Start to finish, reproduce the records below with nothing missing.

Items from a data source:
........

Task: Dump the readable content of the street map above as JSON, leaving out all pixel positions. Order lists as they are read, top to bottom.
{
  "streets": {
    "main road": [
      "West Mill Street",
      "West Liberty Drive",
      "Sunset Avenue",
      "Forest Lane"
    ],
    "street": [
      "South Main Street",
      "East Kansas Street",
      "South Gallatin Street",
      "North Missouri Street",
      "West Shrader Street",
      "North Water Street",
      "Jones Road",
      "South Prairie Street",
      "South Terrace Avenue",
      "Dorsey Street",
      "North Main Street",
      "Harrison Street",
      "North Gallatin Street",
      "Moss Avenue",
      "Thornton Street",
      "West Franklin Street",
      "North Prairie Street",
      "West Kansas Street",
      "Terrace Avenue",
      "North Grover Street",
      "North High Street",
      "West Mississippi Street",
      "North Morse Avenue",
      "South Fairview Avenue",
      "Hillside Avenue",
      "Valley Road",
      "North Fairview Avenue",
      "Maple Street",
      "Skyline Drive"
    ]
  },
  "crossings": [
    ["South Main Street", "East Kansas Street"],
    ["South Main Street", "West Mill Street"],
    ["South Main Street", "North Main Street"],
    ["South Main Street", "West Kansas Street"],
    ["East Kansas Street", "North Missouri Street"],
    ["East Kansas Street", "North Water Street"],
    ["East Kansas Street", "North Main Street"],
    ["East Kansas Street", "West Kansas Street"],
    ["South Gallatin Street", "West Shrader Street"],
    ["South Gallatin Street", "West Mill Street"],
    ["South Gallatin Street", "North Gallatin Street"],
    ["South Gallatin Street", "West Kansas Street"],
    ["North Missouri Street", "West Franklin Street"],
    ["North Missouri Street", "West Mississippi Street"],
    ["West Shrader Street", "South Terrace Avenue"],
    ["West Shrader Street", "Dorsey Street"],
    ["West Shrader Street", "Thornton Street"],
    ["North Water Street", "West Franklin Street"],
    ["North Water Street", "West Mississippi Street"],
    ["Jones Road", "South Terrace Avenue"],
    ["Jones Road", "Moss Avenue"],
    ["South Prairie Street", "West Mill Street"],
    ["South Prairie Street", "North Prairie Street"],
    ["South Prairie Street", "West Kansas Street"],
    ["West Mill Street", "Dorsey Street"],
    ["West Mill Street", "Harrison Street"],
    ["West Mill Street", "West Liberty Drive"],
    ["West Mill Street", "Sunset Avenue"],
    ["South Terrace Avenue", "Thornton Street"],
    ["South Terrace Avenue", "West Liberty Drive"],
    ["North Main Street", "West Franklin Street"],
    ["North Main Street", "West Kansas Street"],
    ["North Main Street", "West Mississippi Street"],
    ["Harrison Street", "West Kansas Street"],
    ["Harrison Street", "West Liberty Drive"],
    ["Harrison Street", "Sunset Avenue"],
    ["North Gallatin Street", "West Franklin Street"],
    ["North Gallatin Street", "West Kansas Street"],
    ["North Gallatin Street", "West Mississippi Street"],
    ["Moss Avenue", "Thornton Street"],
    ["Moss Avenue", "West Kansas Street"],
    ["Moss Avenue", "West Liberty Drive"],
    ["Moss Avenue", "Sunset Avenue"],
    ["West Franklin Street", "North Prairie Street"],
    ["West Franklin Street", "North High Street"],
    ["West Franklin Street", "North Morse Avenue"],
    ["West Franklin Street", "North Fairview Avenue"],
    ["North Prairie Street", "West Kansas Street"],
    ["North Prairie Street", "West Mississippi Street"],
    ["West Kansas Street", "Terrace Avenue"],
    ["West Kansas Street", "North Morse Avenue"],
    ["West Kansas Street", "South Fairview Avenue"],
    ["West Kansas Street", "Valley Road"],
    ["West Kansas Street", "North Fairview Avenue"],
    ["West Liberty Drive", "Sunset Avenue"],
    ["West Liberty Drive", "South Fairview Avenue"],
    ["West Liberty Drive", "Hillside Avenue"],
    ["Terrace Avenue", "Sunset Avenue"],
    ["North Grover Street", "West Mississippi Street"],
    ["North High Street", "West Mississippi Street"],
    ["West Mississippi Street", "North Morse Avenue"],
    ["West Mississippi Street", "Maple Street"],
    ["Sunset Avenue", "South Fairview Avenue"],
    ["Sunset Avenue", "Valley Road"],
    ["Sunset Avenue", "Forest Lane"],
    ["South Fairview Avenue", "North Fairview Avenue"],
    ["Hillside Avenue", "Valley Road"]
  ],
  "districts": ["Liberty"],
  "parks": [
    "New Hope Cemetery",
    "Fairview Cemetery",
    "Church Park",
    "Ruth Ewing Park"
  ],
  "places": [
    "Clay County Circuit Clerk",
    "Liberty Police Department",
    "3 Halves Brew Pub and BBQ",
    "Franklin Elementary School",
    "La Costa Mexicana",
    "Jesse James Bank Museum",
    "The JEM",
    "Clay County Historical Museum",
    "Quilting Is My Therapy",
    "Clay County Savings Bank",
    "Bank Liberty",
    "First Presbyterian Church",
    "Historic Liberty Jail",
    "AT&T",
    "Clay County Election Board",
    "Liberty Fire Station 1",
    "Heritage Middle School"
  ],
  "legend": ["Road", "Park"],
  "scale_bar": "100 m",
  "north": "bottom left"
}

........

Your solution:
Task: Dump the readable content of the street map above as JSON, leaving out all pixel positions. Order lists as they are read, top to bottom.
{
  "streets": {
    "main road": [
      "West Mill Street",
      "West Liberty Drive",
      "Sunset Avenue",
      "Forest Lane"
    ],
    "street": [
      "South Main Street",
      "East Kansas Street",
      "South Gallatin Street",
      "North Missouri Street",
      "West Shrader Street",
      "North Water Street",
      "Jones Road",
      "South Prairie Street",
      "South Terrace Avenue",
      "Dorsey Street",
      "North Main Street",
      "Harrison Street",
      "North Gallatin Street",
      "Moss Avenue",
      "Thornton Street",
      "West Franklin Street",
      "North Prairie Street",
      "West Kansas Street",
      "Terrace Avenue",
      "North Grover Street",
      "North High Street",
      "West Mississippi Street",
      "North Morse Avenue",
      "South Fairview Avenue",
      "Hillside Avenue",
      "Valley Road",
      "North Fairview Avenue",
      "Maple Street",
      "Skyline Drive"
    ]
  },
  "crossings": [
    ["South Main Street", "East Kansas Street"],
    ["South Main Street", "West Mill Street"],
    ["South Main Street", "North Main Street"],
    ["South Main Street", "West Kansas Street"],
    ["East Kansas Street", "North Missouri Street"],
    ["East Kansas Street", "North Water Street"],
    ["East Kansas Street", "North Main Street"],
    ["East Kansas Street", "West Kansas Street"],
    ["South Gallatin Street", "West Shrader Street"],
    ["South Gallatin Street", "West Mill Street"],
    ["South Gallatin Street", "North Gallatin Street"],
    ["South Gallatin Street", "West Kansas Street"],
    ["North Missouri Street", "West Franklin Street"],
    ["North Missouri Street", "West Mississippi Street"],
    ["West Shrader Street", "South Terrace Avenue"],
    ["West Shrader Street", "Dorsey Street"],
    ["West Shrader Street", "Thornton Street"],
    ["North Water Street", "West Franklin Street"],
    ["North Water Street", "West Mississippi Street"],
    ["Jones Road", "South Terrace Avenue"],
    ["Jones Road", "Moss Avenue"],
    ["South Prairie Street", "West Mill Street"],
    ["South Prairie Street", "North Prairie Street"],
    ["South Prairie Street", "West Kansas Street"],
    ["West Mill Street", "Dorsey Street"],
    ["West Mill Street", "Harrison Street"],
    ["West Mill Street", "West Liberty Drive"],
    ["West Mill Street", "Sunset Avenue"],
    ["South Terrace Avenue", "Thornton Street"],
    ["South Terrace Avenue", "West Liberty Drive"],
    ["North Main Street", "West Franklin Street"],
    ["North Main Street", "West Kansas Street"],
    ["North Main Street", "West Mississippi Street"],
    ["Harrison Street", "West Kansas Street"],
    ["Harrison Street", "West Liberty Drive"],
    ["Harrison Street", "Sunset Avenue"],
    ["North Gallatin Street", "West Franklin Street"],
    ["North Gallatin Street", "West Kansas Street"],
    ["North Gallatin Street", "West Mississippi Street"],
    ["Moss Avenue", "Thornton Street"],
    ["Moss Avenue", "West Kansas Street"],
    ["Moss Avenue", "West Liberty Drive"],
    ["Moss Avenue", "Sunset Avenue"],
    ["West Franklin Street", "North Prairie Street"],
    ["West Franklin Street", "North High Street"],
    ["West Franklin Street", "North Morse Avenue"],
    ["West Franklin Street", "North Fairview Avenue"],
    ["North Prairie Street", "West Kansas Street"],
    ["North Prairie Street", "West Mississippi Street"],
    ["West Kansas Street", "Terrace Avenue"],
    ["West Kansas Street", "North Morse Avenue"],
    ["West Kansas Street", "South Fairview Avenue"],
    ["West Kansas Street", "Valley Road"],
    ["West Kansas Street", "North Fairview Avenue"],
    ["West Liberty Drive", "Sunset Avenue"],
    ["West Liberty Drive", "South Fairview Avenue"],
    ["West Liberty Drive", "Hillside Avenue"],
    ["Terrace Avenue", "Sunset Avenue"],
    ["North Grover Street", "West Mississippi Street"],
    ["North High Street", "West Mississippi Street"],
    ["West Mississippi Street", "North Morse Avenue"],
    ["West Mississippi Street", "Maple Street"],
    ["Sunset Avenue", "South Fairview Avenue"],
    ["Sunset Avenue", "Valley Road"],
    ["Sunset Avenue", "Forest Lane"],
    ["South Fairview Avenue", "North Fairview Avenue"],
    ["Hillside Avenue", "Valley Road"]
  ],
  "districts": ["Liberty"],
  "parks": [
    "New Hope Cemetery",
    "Fairview Cemetery",
    "Church Park",
    "Ruth Ewing Park"
  ],
  "places": [
    "Clay County Circuit Clerk",
    "Liberty Police Department",
    "3 Halves Brew Pub and BBQ",
    "Franklin Elementary School",
    "La Costa Mexicana",
    "Jesse James Bank Museum",
    "The JEM",
    "Clay County Historical Museum",
    "Quilting Is My Therapy",
    "Clay County Savings Bank",
    "Bank Liberty",
    "First Presbyterian Church",
    "Historic Liberty Jail",
    "AT&T",
    "Clay County Election Board",
    "Liberty Fire Station 1",
    "Heritage Middle School"
  ],
  "legend": ["Road", "Park"],
  "scale_bar": "100 m",
  "north": "bottom left"
}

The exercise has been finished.